Proyek BBM Etanol 10%, Berpotensi Timbulkan Deforestasi dan Konflik Agraria
MediaUmat– Pengamat Ekonomi Dr. Arim Nasim, SE., M.Si., Ak., CA. memperingatkan, proyek industri bahan bakar minyak (BBM) dengan campuran 10% etanol berpotensi menimbulkan deforestasi dan konflik agraria, khususnya di wilayah Papua.
“Yang pertama akan dirasakan itu adalah kerusakan hutan, pembabatan hutan gitu kan. Nah karena apa? Karena ya untuk membuka lahan itu ya kan ada hutan di sana yang kemudian dikorbankan,” ujarnya dalam Kabar Petang: BBM Dicampur Etanol 10%, Amankah? di kanal YouTube Khilafah News, Kamis (16/10/2025).
Menurut Arim, jika proyek etanol ini diproduksi secara massal sebagai proyek strategis nasional, maka pembukaan lahan untuk menanam bahan pembuatan etanol di antaranya singkong dan tebu secara besar-besaran di Papua tidak terhindarkan.

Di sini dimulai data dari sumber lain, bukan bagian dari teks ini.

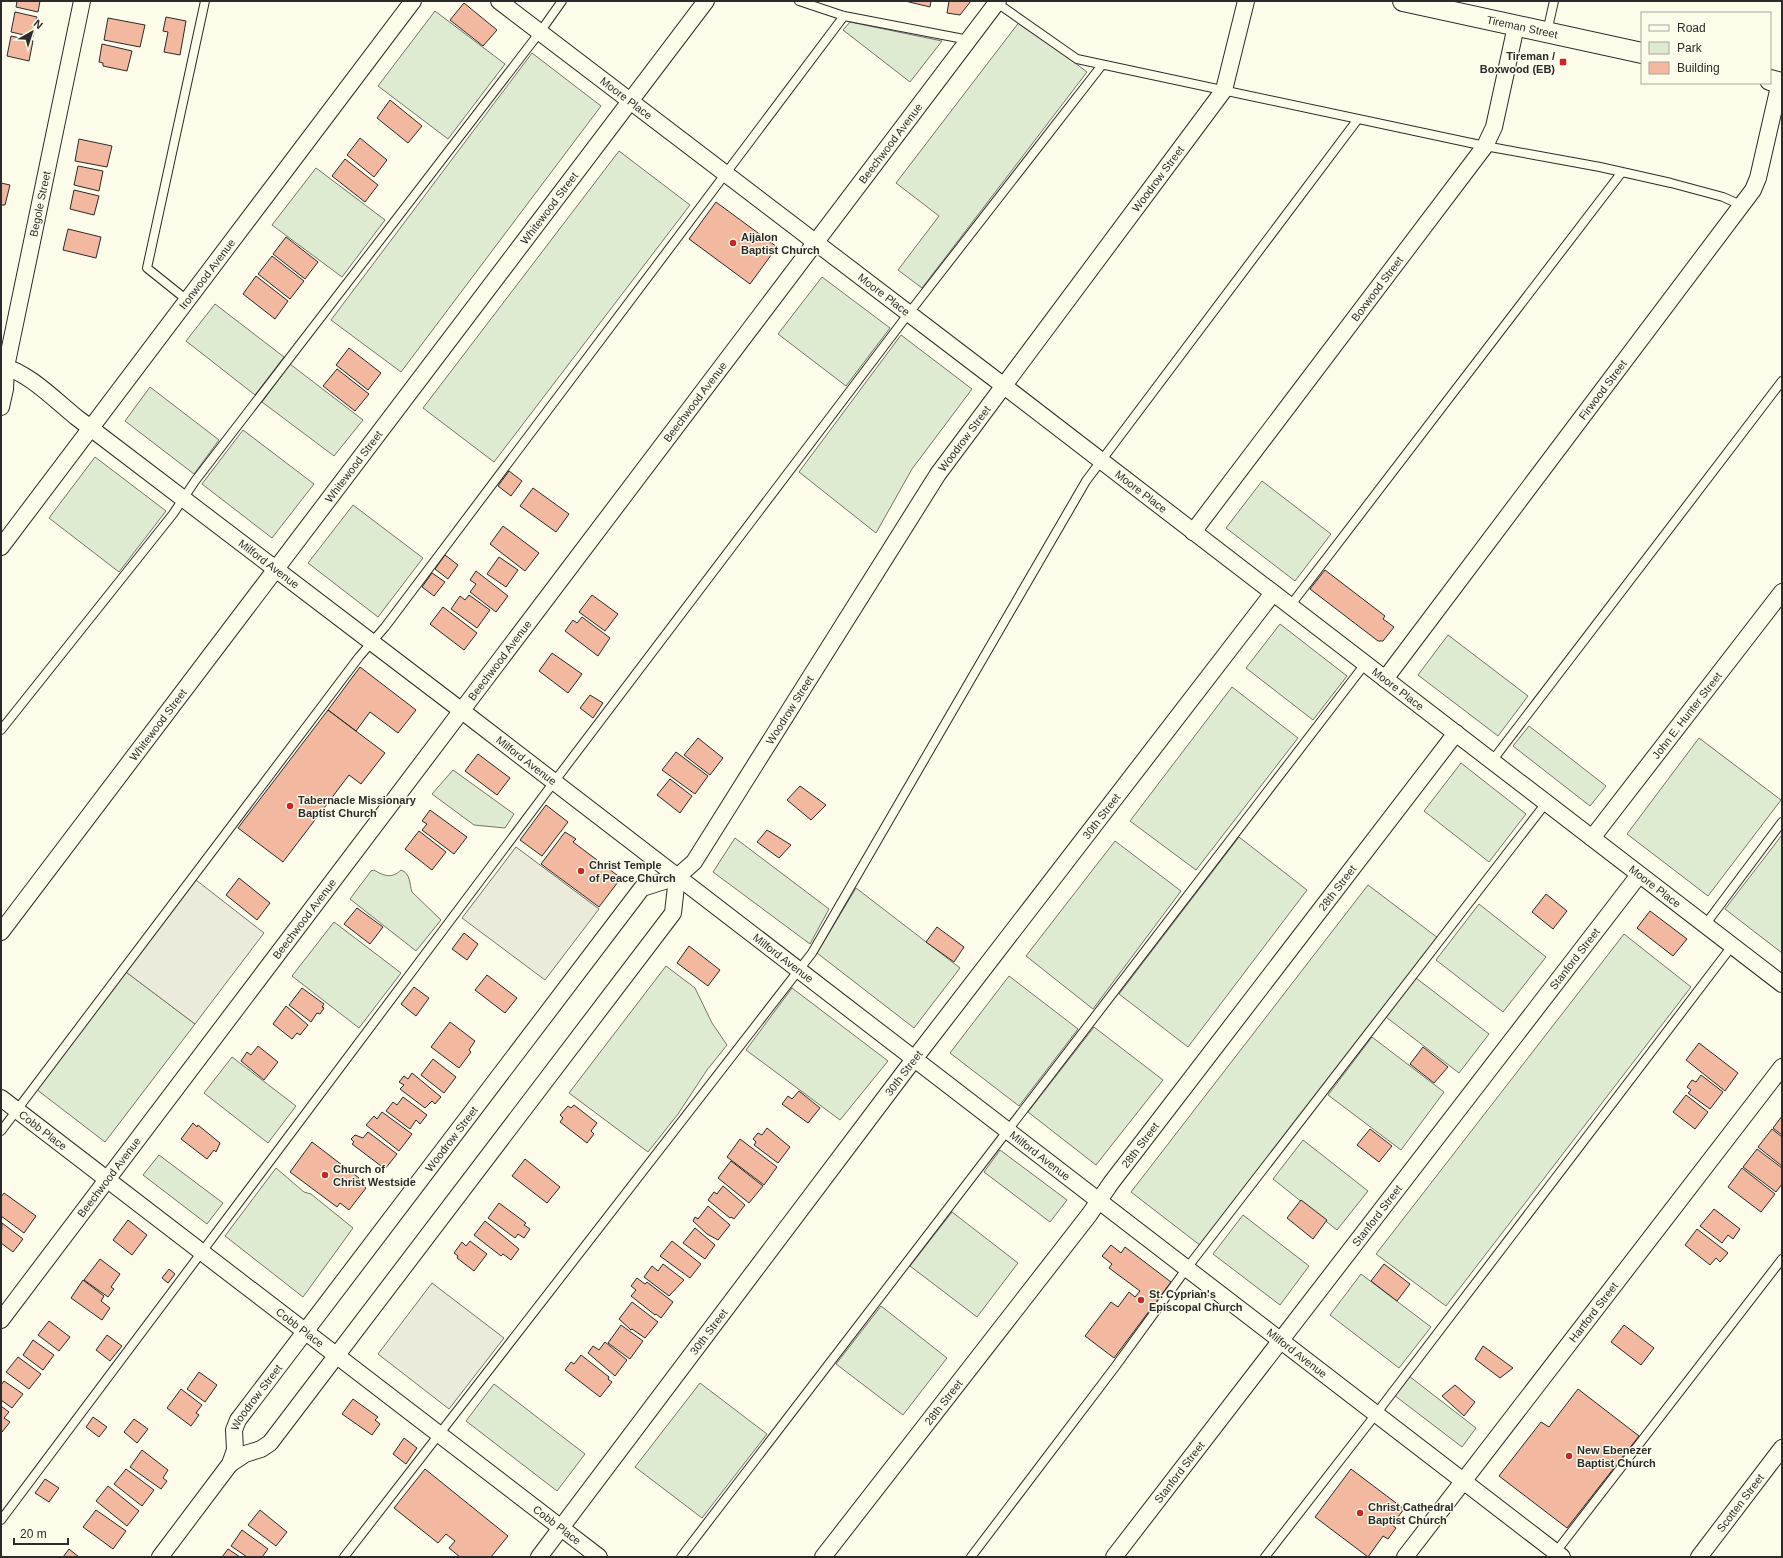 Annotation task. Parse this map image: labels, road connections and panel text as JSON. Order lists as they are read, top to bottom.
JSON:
{
  "streets": {
    "street": [
      "Tireman Street",
      "Moore Place",
      "Beechwood Avenue",
      "Woodrow Street",
      "Begole Street",
      "Whitewood Street",
      "Ironwood Avenue",
      "Boxwood Street",
      "Firwood Street",
      "Milford Avenue",
      "John E. Hunter Street",
      "30th Street",
      "28th Street",
      "Stanford Street",
      "Cobb Place",
      "Hartford Street",
      "Scotten Street"
    ]
  },
  "crossings": [
    ["Tireman Street", "Boxwood Street"],
    ["Moore Place", "Beechwood Avenue"],
    ["Moore Place", "Woodrow Street"],
    ["Moore Place", "Whitewood Street"],
    ["Moore Place", "Boxwood Street"],
    ["Moore Place", "Firwood Street"],
    ["Moore Place", "John E. Hunter Street"],
    ["Moore Place", "30th Street"],
    ["Moore Place", "28th Street"],
    ["Moore Place", "Stanford Street"],
    ["Beechwood Avenue", "Milford Avenue"],
    ["Beechwood Avenue", "Cobb Place"],
    ["Woodrow Street", "Milford Avenue"],
    ["Woodrow Street", "Cobb Place"],
    ["Begole Street", "Milford Avenue"],
    ["Whitewood Street", "Milford Avenue"],
    ["Ironwood Avenue", "Milford Avenue"],
    ["Milford Avenue", "30th Street"],
    ["Milford Avenue", "28th Street"],
    ["Milford Avenue", "Stanford Street"],
    ["Milford Avenue", "Hartford Street"],
    ["30th Street", "Cobb Place"]
  ],
  "places": {
    "transit": ["Tireman / Boxwood (EB)"],
    "other": [
      "Aijalon Baptist Church",
      "Tabernacle Missionary Baptist Church",
      "Christ Temple of Peace Church",
      "Church of Christ Westside",
      "St. Cyprian's Episcopal Church",
      "New Ebenezer Baptist Church",
      "Christ Cathedral Baptist Church"
    ]
  },
  "legend": ["Road", "Park", "Building"],
  "scale_bar": "20 m",
  "north": "top right"
}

Maka, selain potensi kerusakan hutan, ia juga menyoroti potensi akan adanya konflik agraria di Papua.
“Kemudian juga akan muncul terkait dengan kepemilikan tanah yang itu masih ada tanah adat. Ini juga rawan konflik,” nilainya.
Arim mengemukakan, Papua selama ini sudah mengalami kerusakan lingkungan parah akibat tambang migas, emas, dan perak.
“Ditambah lagi dengan proyek etanol ini, dengan pembukaan jutaan hektare tanah di sana, dengan penggundulan hutan, saya kira ini akan menimbulkan problem lingkungan yang tidak sederhana,” ujarnya.
Ia menilai, pendekatan pemerintah dalam menjalankan proyek ini lebih berorientasi pada keuntungan dibandingkan dengan kajian ilmiah yang matang.
“Pendekatan pemerintah itu terutama sejak rezim Jokowi adalah pendekatan proyek atau rezim infrastruktur, di mana pembangunan proyek itu lebih mengedepankan kepentingan cuan, bahasa sininya komisi, dibandingkan dengan studi kelayakan dari proyek tersebut,” jelasnya.
Sebagai contoh, Arim menyebut beberapa proyek besar seperti Kereta Cepat Jakarta–Bandung, hingga Ibu Kota Negara (IKN) yang tetap dijalankan meski dinilai tidak layak.
“Kalaupun ada kajian, hanya sekadar untuk memenuhi syarat tanpa dilakukan secara mendalam,” katanya.
Ia menduga alasan pemerintah memilih Merauke di Papua Selatan sebagai pusat proyek etanol bukan karena pertimbangan teknis, melainkan karena potensi keuntungan dari hasil hutan.
“Merauke itu kan lahannya masih luas, ada hutan yang kemudian berpotensi untuk menghasilkan cuan. Saya pernah dapat informasi, dari proyek sejuta hektare sawah saja mereka mendapatkan keuntungan sekitar 277 juta dolar AS atau sekitar 4 triliun dari hasil hutannya,” ungkap Arim.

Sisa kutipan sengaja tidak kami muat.